Fourth, the FDA will prioritize enforcement follow-up. After a warning letter is issued or a major product recall occurs, FDA will make it a priority to follow up promptly with appropriate action, such as an inspection or investigation to assess whether or not a company has made required changes in its practices.

Fifth, the FDA will be prepared to act swiftly and aggressively to protect the public. The FDA will no longer issue multiple warning letters to noncompliant firms before taking enforcement action. If FDA find that we must move quickly to address significant health concerns or egregious violations, FDA will consider immediate action – even before we have issued a formal warning letter.

These five procedural changes will help to ensure that violations are taken seriously, that warning letters and enforcement actions occur in a timely manner, and that steps are taken to protect consumers in cases where immediate enforcement action is not possible.

A sixth new practice is a little different from the others. It relates to our response to firms after they have made necessary corrections.

At Margaret Hamburg direction, the FDA is developing a formal warning letter “close-out” process. If the FDA can determine, usually based on a re-inspection, that a firm has fully corrected the violations raised in a warning letter, FDA will provide to the firm a “close-out” letter, indicating that the issues in the warning letter have been successfully addressed. To keep the public informed, we will indicate on our website when a firm has received a “close-out” letter.

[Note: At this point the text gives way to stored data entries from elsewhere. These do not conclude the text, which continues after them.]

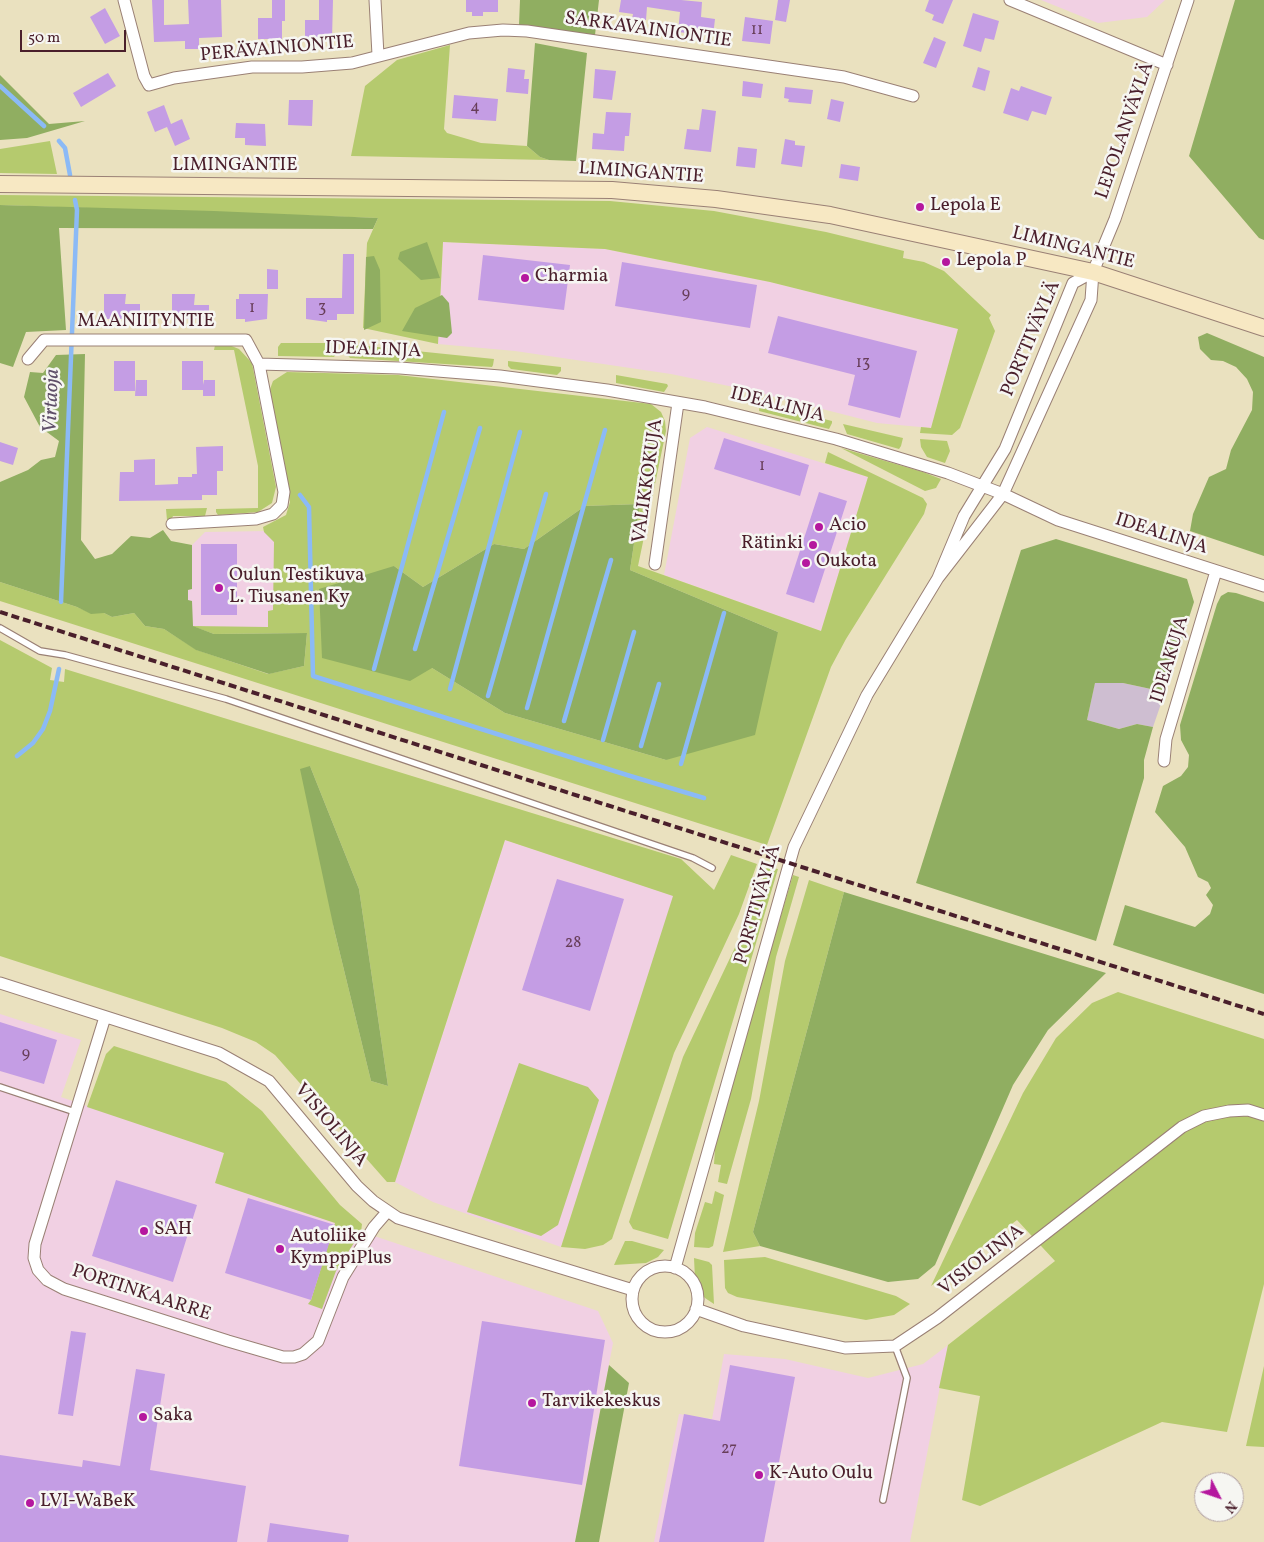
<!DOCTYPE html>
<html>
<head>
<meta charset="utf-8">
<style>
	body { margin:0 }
	#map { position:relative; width:1264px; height:1542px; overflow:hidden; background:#eae1bf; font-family:Vollkorn,serif }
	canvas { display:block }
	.north { position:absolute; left:1194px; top:1472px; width:50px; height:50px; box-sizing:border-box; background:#f6f6f2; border:1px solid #b1a0a2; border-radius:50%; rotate:131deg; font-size:14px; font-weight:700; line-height:20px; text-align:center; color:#4a1f2b }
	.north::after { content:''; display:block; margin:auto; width:18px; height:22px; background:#b5179e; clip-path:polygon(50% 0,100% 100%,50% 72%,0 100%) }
	.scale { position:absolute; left:20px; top:30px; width:106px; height:22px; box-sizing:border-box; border:2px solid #4a1f2b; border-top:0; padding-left:6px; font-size:15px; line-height:18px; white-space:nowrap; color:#4a1f2b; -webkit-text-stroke:4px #f6f6f2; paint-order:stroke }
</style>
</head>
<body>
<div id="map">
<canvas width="1264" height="1542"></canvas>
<div class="north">N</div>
<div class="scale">50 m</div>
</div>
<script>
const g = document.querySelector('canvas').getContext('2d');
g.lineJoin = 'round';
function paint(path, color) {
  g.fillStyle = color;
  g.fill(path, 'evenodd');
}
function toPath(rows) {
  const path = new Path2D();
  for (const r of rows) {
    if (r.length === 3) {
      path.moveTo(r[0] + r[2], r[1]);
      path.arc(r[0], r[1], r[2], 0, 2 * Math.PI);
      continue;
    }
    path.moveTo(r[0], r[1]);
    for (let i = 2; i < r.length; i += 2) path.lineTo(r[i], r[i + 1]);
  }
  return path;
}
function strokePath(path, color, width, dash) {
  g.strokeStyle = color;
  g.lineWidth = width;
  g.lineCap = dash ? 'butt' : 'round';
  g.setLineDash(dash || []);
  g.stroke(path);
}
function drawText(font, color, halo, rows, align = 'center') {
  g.font = font + ' Vollkorn,serif';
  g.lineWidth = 5;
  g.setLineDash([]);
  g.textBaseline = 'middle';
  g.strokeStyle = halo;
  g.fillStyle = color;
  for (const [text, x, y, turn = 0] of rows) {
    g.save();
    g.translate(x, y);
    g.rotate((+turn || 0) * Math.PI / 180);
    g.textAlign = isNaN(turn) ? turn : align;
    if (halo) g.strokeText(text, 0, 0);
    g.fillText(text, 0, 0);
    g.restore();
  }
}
paint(toPath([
	[1041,0,1165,0,1147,17,1098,23],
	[443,242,605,249,770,282,958,329,931,428,877,423,748,390,671,374,515,351,438,344],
	[707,427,868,477,821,631,664,575,690,438],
	[268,531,279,546,298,633,192,626,192,601,188,601,188,589,192,589,192,545,205,532],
	[505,840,674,896,561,1247,433,1202,395,1182],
	[0,1014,81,1040,61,1097,224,1153,216,1183,598,1311,613,1343,575,1542,0,1542],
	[948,1345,910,1542,654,1542,679,1414,712,1419,724,1354,785,1359,868,1378,923,1364]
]), '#f1d0e3');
paint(toPath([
	[1095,682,1123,683,1165,692,1153,727,1137,724,1119,729,1087,720]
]), '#cebed1');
paint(toPath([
	[450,45,444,129,447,133,481,143,527,146,540,157,549,160,351,156,365,86,397,60],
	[50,141,57,174,0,173,0,149],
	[0,195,610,201,714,211,826,232,904,251,903,258,924,262,944,271,991,315,989,318,995,331,960,428,952,435,920,433,921,427,931,428,958,329,770,282,605,249,443,242,438,344,363,328,367,243,378,218,0,205],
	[281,343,336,343,336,354,334,357,278,356,278,347],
	[348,344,494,359,493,365,492,367,350,358,347,354],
	[215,345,229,345,239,349,252,363,276,487,272,503,258,512,218,515,216,512,216,509,258,508,258,466,234,350,214,350],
	[508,361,561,367,561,371,557,375,511,369,508,366],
	[287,372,398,375,651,404,661,412,665,421,666,431,638,566,821,631,868,477,825,463,828,452,923,498,927,504,924,514,846,639,831,667,767,845,0,601,0,582,77,607,91,613,104,613,112,617,134,613,145,626,164,629,197,650,268,674,304,666,307,633,214,634,192,626,268,627,268,611,273,610,274,542,264,532,263,527,286,515,290,502,269,392,273,381],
	[640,504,630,570,778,632,666,760,505,713,432,668,394,566,423,587,494,544,524,549,585,506],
	[616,375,667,384,668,386,664,392,616,383],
	[760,403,832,421,832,423,829,429,759,411],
	[843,424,903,438,901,446,899,449,847,434],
	[920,439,947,441,950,451,945,463,927,457,921,447],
	[841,448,923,472,941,479,936,488,925,491],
	[207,508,205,516,173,516,171,520,167,520,166,509],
	[0,640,52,668,50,680,64,682,65,669,681,859,714,890,731,855,757,864,739,914,674,1053,612,1239,603,1245,585,1249,561,1247,673,896,505,840,395,1182,387,1182,275,1055,256,1042,222,1028,0,956],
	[310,766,359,889,388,1086,371,1081,334,929],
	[767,867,778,869,668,1239,633,1229,629,1222,683,1057,749,918],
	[793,875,799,877,776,957,751,1099,727,1184,718,1182,721,1165,714,1164,716,1133],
	[809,880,844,892,753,1232,760,1246,723,1252,759,1101,785,961],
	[1118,992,1264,1039,1264,1284,1227,1432,1162,1422,980,1506,962,1500,980,1396,939,1388,948,1345,1055,1261,1017,1220,931,1286,1023,1093,1056,1038,1092,1003],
	[114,1046,226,1082,262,1111,340,1205,362,1224,361,1232,336,1271,322,1309,308,1304,311,1300,335,1223,215,1183,224,1153,87,1107,106,1054],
	[519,1063,588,1087,599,1100,558,1225,541,1236,467,1212],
	[715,1191,724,1195,713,1246,709,1248,694,1247,695,1233,705,1202,712,1204],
	[625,1241,632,1241,664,1250,658,1257,646,1263,614,1265],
	[765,1257,896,1296,910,1304,894,1315,866,1320,737,1297,728,1293,725,1288,724,1260],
	[694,1258,709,1262,712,1265,714,1304,705,1298,698,1290,695,1279],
	[1264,1366,1264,1447,1246,1446]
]), '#b5ca6e');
paint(toPath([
	[520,0,599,0,595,35,519,25],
	[1235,0,1264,0,1264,240,1259,238,1189,156],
	[535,43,587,53,576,161,549,160,540,157,527,146],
	[0,75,49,124,85,121,27,138,0,140],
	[0,205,214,211,378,218,373,229,59,228,66,330,26,332,13,367,0,363],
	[427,242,440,278,421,280,398,259,400,252],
	[374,256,380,270,381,322,364,330,366,257],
	[442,295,449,303,452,333,447,338,402,331,415,308],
	[1207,333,1264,357,1264,556,1190,531,1193,514,1209,477,1226,469,1231,450,1252,410,1253,392,1247,379,1236,367,1223,361,1211,360,1200,349,1198,337],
	[85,354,81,540,95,559,112,554,131,536,150,538,163,530,171,541,192,545,192,589,188,590,188,600,192,601,193,626,214,634,307,633,304,666,269,674,196,650,164,629,145,626,134,613,112,617,104,613,91,614,77,607,0,582,0,482,28,470,41,460,55,457,59,441,40,427,24,397,30,372,43,373,56,355],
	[640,504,630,570,778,632,755,735,666,760,505,713,432,668,410,681,322,658,319,589,394,566,423,587,494,544,524,549,585,506],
	[1056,539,1187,579,1194,602,1165,692,1123,683,1095,683,1087,720,1119,729,1137,724,1153,727,1144,760,1144,778,1096,941,916,883,1021,550],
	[1228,592,1236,593,1264,602,1264,994,1113,945,1125,905,1195,927,1210,914,1213,905,1206,895,1211,888,1208,882,1198,877,1185,847,1155,812,1163,786,1181,776,1188,767,1189,755,1181,740,1180,725,1217,604,1221,596],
	[310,766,359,889,388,1086,371,1081,334,929,300,769],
	[844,892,1106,973,1048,1030,1013,1085,935,1265,918,1279,888,1282,760,1246,753,1232],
	[609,1365,629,1383,599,1542,575,1542]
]), '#90ae61');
strokePath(toPath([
	[0,86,44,126],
	[59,141,65,148,70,175],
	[300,495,309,507,313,676,627,775,704,798],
	[61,602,77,210,75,200],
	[415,649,480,428],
	[374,669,444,412],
	[450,689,520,432],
	[488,696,546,494],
	[527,708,605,430],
	[564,721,611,560],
	[603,740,634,632],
	[641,746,659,684],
	[17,756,33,743,43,729,50,711,59,669],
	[681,764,724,613]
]), '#8bbaf6', 4.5);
paint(toPath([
	[152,0,164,0,164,25,189,24,188,0,221,0,222,37,199,38,199,49,185,49,185,41,154,42],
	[272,0,285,0,285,21,282,21,282,39,258,39,258,18,272,18],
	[319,0,333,0,332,39,305,39,305,20,319,20],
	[466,0,498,0,498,12,483,12,483,16,472,16,472,12,466,12],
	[621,0,681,0,702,2,701,17,715,19,713,36,678,32,680,12,647,7,646,20,632,19,633,14,619,12],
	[778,0,790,0,786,22,775,20],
	[929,0,953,0,943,24,932,20,934,15,925,11],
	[105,8,120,36,105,44,90,17],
	[973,13,999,21,994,40,985,38,981,52,963,46],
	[745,17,773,21,770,44,742,41],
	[934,37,946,42,936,68,923,63],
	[978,67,990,71,985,91,972,87],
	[508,68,525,70,524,79,529,79,528,94,506,92],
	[595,69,616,71,612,100,593,98],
	[108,73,116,86,81,107,73,93],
	[743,81,763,84,761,98,742,96],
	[1021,86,1052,97,1046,115,1032,111,1028,121,1003,113,1011,88,1019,91],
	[785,87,813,90,811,104,788,102,789,99,784,98],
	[454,95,498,99,496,121,452,118],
	[831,99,844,102,840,122,827,119],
	[289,100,313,100,312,126,288,125],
	[164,105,171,124,182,119,190,139,175,146,167,127,155,132,147,112],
	[702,109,716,111,711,152,684,149,687,129,699,130],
	[606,112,631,113,629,136,625,136,624,151,592,149,593,133,604,134],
	[236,123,265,124,266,146,245,145,245,138,235,138],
	[785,139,795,141,795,145,805,146,802,167,781,164],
	[738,147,757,149,755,168,736,166],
	[841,164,860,167,858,181,839,178],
	[343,254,354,254,354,314,337,314,337,320,327,320,327,322,306,319,306,298,342,298],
	[483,255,570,265,564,310,478,300],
	[622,262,757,285,750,328,615,306],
	[267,269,278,270,278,289,267,289],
	[104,294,126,294,125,304,140,304,140,319,104,319],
	[172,294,195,294,194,305,209,305,209,319,172,319],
	[239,294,268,294,267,319,245,322,245,319,236,319,236,299,239,299],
	[778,316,917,351,900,418,848,405,855,375,768,353],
	[114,361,135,361,135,391,114,391],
	[182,361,203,361,203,385,204,380,215,380,215,396,203,396,203,390,182,390],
	[136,380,147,380,147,396,135,396],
	[724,438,809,465,800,496,714,469],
	[0,442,18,448,13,465,0,461],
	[223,446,223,471,217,471,217,495,202,495,202,500,119,501,120,472,134,472,134,460,155,459,155,485,178,484,178,477,192,477,192,474,197,474,196,447],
	[819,492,847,501,814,603,786,594],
	[201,544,237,544,237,615,201,615],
	[557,879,624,899,590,1011,522,990],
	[0,1022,57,1040,44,1084,0,1071],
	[116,1180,197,1205,173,1282,92,1256],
	[248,1198,335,1225,311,1300,225,1273],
	[482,1321,605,1340,582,1485,459,1466],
	[71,1331,86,1333,73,1416,58,1414],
	[730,1365,795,1377,764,1542,659,1542,684,1414,720,1421],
	[136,1369,165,1374,150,1470,246,1486,237,1542,0,1542,0,1455,82,1467,83,1460,120,1466],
	[270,1523,349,1535,348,1542,267,1542]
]), '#c49de4');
const lane = toPath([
	[0,628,40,651,65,655,226,699,693,858,712,868],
	[0,1087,75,1112],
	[883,1500,907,1378,895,1346]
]);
const street = toPath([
	[124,0,144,76,149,85,174,78,252,67,302,67,352,63,469,33,503,30,527,31,844,77,913,96],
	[375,0,378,55],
	[1010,0,1167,65],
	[1093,272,1073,283,1005,449,964,516,938,578,1003,494,1091,300,1093,272,1115,219,1188,0],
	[28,359,44,340,246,340,259,364,284,492,282,505,273,514,256,519,172,524],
	[259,364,400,368,500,376,607,390,705,407,836,439,948,473,1003,494,1058,520,1264,586],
	[655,564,678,403],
	[1164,761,1166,739,1216,571],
	[0,983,219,1053,269,1081,357,1186,373,1201,398,1218,633,1290],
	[105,1017,35,1244,34,1258,38,1270,47,1280,64,1289,228,1341,283,1357,294,1357,303,1354,318,1341,343,1277,374,1227,387,1212],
	[665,1299,33],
	[675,1268,794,847,867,695,938,578],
	[696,1309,744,1326,845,1348,895,1346,937,1318,1182,1127,1204,1116,1229,1111,1248,1110,1264,1115]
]);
const secondary = toPath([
	[0,184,612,190,716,199,830,215,1093,272,1264,328]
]);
strokePath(lane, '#9a8075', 8);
strokePath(street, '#9a8075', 13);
strokePath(secondary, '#9a8075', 18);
strokePath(lane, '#fff', 5.5);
strokePath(street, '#fff', 11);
strokePath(secondary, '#f7e8c3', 16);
strokePath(toPath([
	[0,612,1264,1014]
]), '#4a1f2b', 4, [8, 4]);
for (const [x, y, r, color] of [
	[920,207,5,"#b5179e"],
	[946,262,5,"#b5179e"],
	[525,278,5,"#b5179e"],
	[819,527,5,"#b5179e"],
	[813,545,5,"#b5179e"],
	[806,563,5,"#b5179e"],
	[219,588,5,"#b5179e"],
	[144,1231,5,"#b5179e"],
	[280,1249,5,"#b5179e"],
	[532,1403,5,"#b5179e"],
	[143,1417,5,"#b5179e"],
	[759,1475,5,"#b5179e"],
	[30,1503,5,"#b5179e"]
]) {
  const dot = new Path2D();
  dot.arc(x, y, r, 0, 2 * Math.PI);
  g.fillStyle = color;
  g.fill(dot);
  strokePath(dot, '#f6f6f2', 2);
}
drawText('16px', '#683e59', null, [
	["11",757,31],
	["4",475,108],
	["9",686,295],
	["1",252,309],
	["3",322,309],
	["13",863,364],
	["1",762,467],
	["28",573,944],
	["9",26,1055],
	["27",729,1450]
]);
drawText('19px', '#4a1f2b', '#f6f6f2', [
	["SARKAVAINIONTIE",648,31,8],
	["PERÄVAINIONTIE",277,50,-5],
	["LEPOLANVÄYLÄ",1126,131,-71],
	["LIMINGANTIE",235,167],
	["LIMINGANTIE",641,174,4],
	["LIMINGANTIE",1073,249,14],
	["MAANIITYNTIE",146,323],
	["PORTTIVÄYLÄ",1032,339,-67],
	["IDEALINJA",373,351,2],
	["IDEALINJA",777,406,14],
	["VALIKKOKUJA",649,481,-82],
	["IDEALINJA",1161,535,18],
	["IDEAKUJA",1171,660,-73],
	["PORTTIVÄYLÄ",759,905,-74],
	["VISIOLINJA",330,1126,50],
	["VISIOLINJA",982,1261,-38],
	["PORTINKAARRE",141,1294,18]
]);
drawText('19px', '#4a1f2b', '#f6f6f2', [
	["Lepola E",930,207],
	["Lepola P",956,262],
	["Charmia",535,278],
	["Acio",829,527],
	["Rätinki",803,545,"right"],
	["Oukota",816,563],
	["Oulun Testikuva",229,577],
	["L. Tiusanen Ky",229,599],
	["SAH",154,1231],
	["Autoliike",290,1238],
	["KymppiPlus",290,1260],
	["Tarvikekeskus",542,1403],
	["Saka",153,1417],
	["K-Auto Oulu",769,1475],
	["LVI-WaBeK",40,1503]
], 'left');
drawText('italic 20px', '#5e4e68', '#f6f6f2', [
	["Virtaoja",53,401,-88]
]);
</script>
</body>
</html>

Not every type of warning letter will be eligible for a “close-out” letter. But for ongoing violations, it could play an important motivating role in spurring corrective action.

These six changes are significant steps in the right direction. The FDA is fortunate to have received significant funding increases for the current and next fiscal year that will be devoted to additional inspection and compliance activities that will support the elements of an effective enforcement strategy.